Factor the equation $y^2+13=x^3$ 
in the number field $\Q(\sqrt{-13})$, which has
class number~$2$.  Show that if $x,y$ is an integer solution then the
ideal $(y+\sqrt{-13})$ must be the cube of an ideal, and hence
$y+\sqrt{-13} = (a+b\sqrt{-13})^3$; thus $1=b(3a^2-13b^2)$.

%\item Find representative ideals for each element of the class group
%of $\Q(\sqrt{-23})$.

\item Suppose $I$ and $J$ are ideals in the ring $\O_K$ of integers of
a number field $K$.  Does $IJ=I\cap J$?  Prove or give a
counterexample.

\item Let $\O_K$ be the ring of integers $\Q(\sqrt{5})$,
and let 
$$I=(5, 2+\sqrt{5})\qquad\text{and}\qquad J=(209,(389+\sqrt{5})/2)$$
be integral ideals of $\O_K$.
\begin{enumerate}
\item 
Find an element of $\O_K$ that is congruent to $\sqrt{5}$
modulo $I$ and is congruent to $1-\sqrt{5}$ modulo $J$.
\item What is the cardinality of $(\O_K/I) \oplus (\O_K/J)$?
\item Find an element $a\in I$ such that $(a)/I$ is coprime
to $J$.
\end{enumerate}

\item Let $\O_K$ be the ring of integers of a number field
$K$, and suppose $K$ has exactly $2s$ complex embeddings. Prove
that the sign of $\Disc(\O_K)$ is $(-1)^s$.

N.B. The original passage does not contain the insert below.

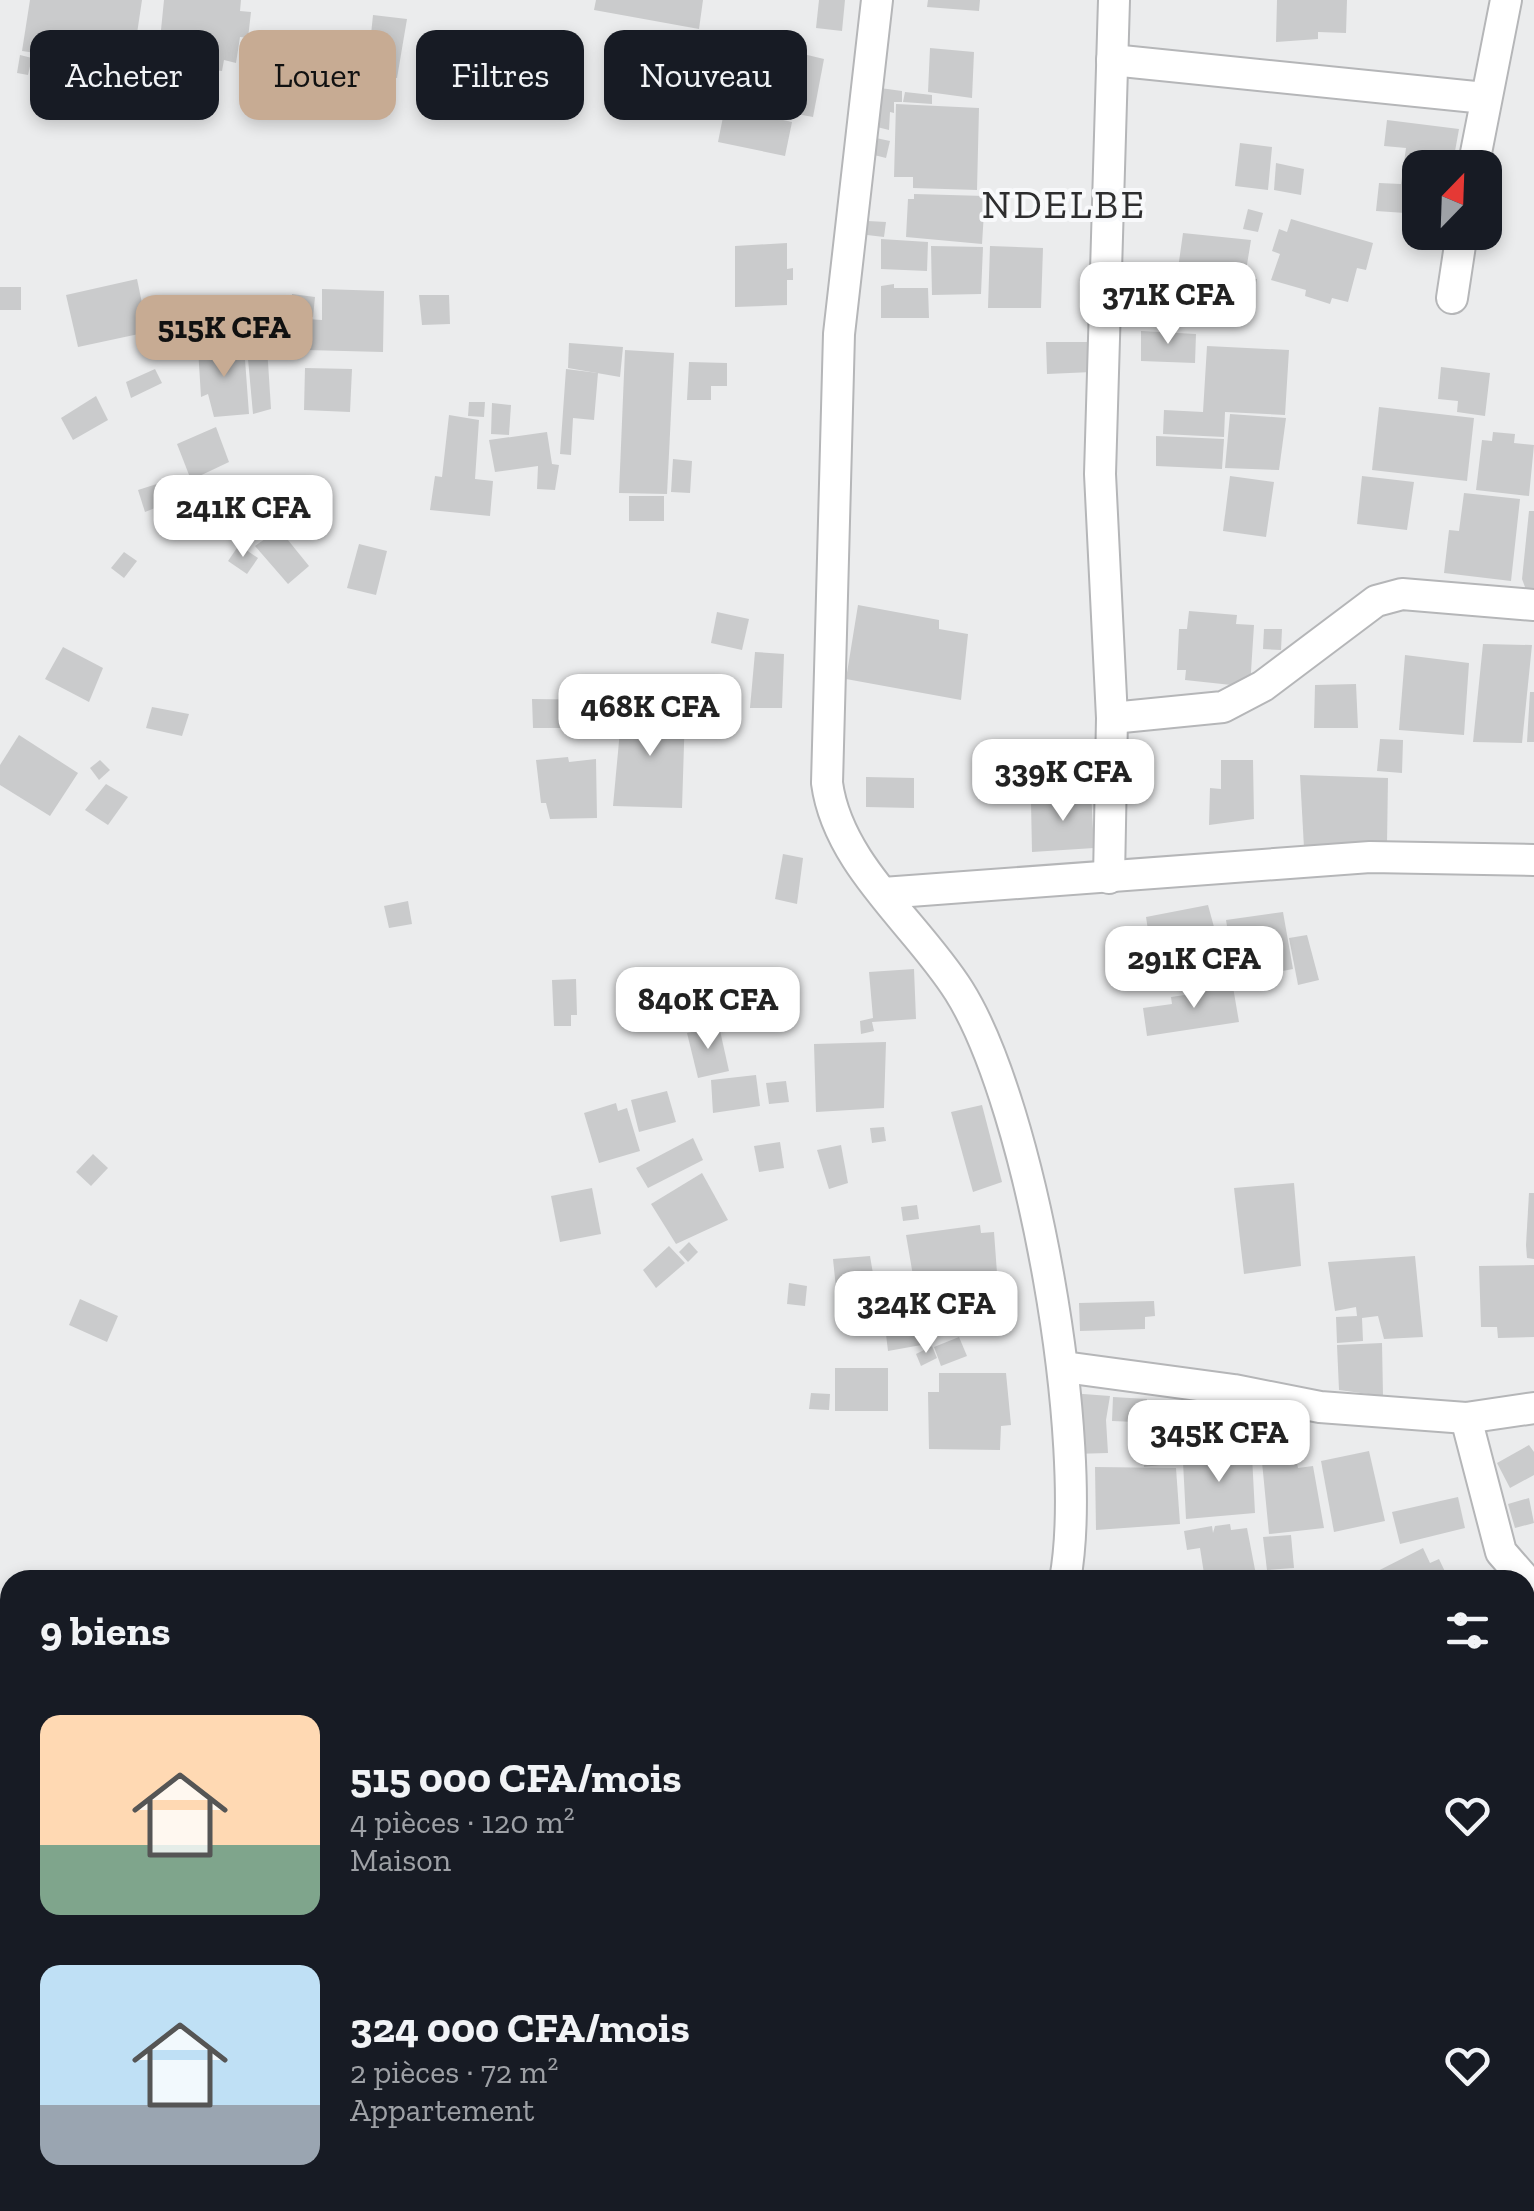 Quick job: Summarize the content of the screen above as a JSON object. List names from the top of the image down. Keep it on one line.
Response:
{"districts":["NDELBE"],"north":"top right","page":{"chip":["Acheter","Louer","Filtres","Nouveau"],"price":["371K CFA","515K CFA","241K CFA","468K CFA","339K CFA","291K CFA","840K CFA","324K CFA","345K CFA"],"heading":"9 biens","list":[{"name":"515 000 CFA/mois","note":"4 pièces · 120 m² · Maison"},{"name":"324 000 CFA/mois","note":"2 pièces · 72 m² · Appartement"}]}}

\item (*) Suppose $\O$ is an order in the ring of integers $\O_K$ of a
number field.  Is every ideal in $\O$ necessarily generated by two
elements? (Answer: No. Challenge: Given an example.)


\item Find representative ideals for each element of the class group
of $\Q(\sqrt{-23})$.  Illustrate how to use the Minkowski bound
to prove that your list of representatives is complete.

\item Suppose $\O$ is an order in the ring of integers $\O_K$ of a
number field.  Is every ideal in $\O$ necessarily generated by two
elements?

\item Let $K$ be a number field of degree $n>1$ with $s$ pairs
of complex conjugate embeddings.  Prove that 
\[
\left(\frac{\pi}{4}\right)^s\cdot \frac{n^n}{n!} > 1.
\]

\item Do the exercise on page 19 of Swinnerton-Dyer, which shows
that the quantity $C_{r,s}$ in the finiteness of class group theorem
can be taken to be $\left(\frac{4}{\pi}\right)^{s} \frac{n!}{n^n}$.

% exercise from page 341 of Frohlich-Taylor
\item Let $\alpha$ denote a root of $x^3-x+2$ and let $K=\Q(\alpha)$.
Show that $\O_K=\Z[\alpha]$ and that $K$ has class number $1$ (don't
just read this off from the output of the \magma{} commands {\tt
MaximalOrder} and {\tt ClassNumber}).  [Hint: consider the square
factors of the discriminant of $x^3-x+2$ and show that
$\frac{1}{2}(a+b\alpha + c\alpha^2)$ is an algebra integer if and only
if $a$, $b$, and $c$ are all even.]

% from page 342 of Frohlich-Taylor
\item If $S$ is a closed, bounded, convex, symmetric set in $\R^n$
with $\Vol(S)\geq m 2^n$, for some positive integer $m$, show that
$S$ contains at least $2m$ nonzero points in $\Z^n$.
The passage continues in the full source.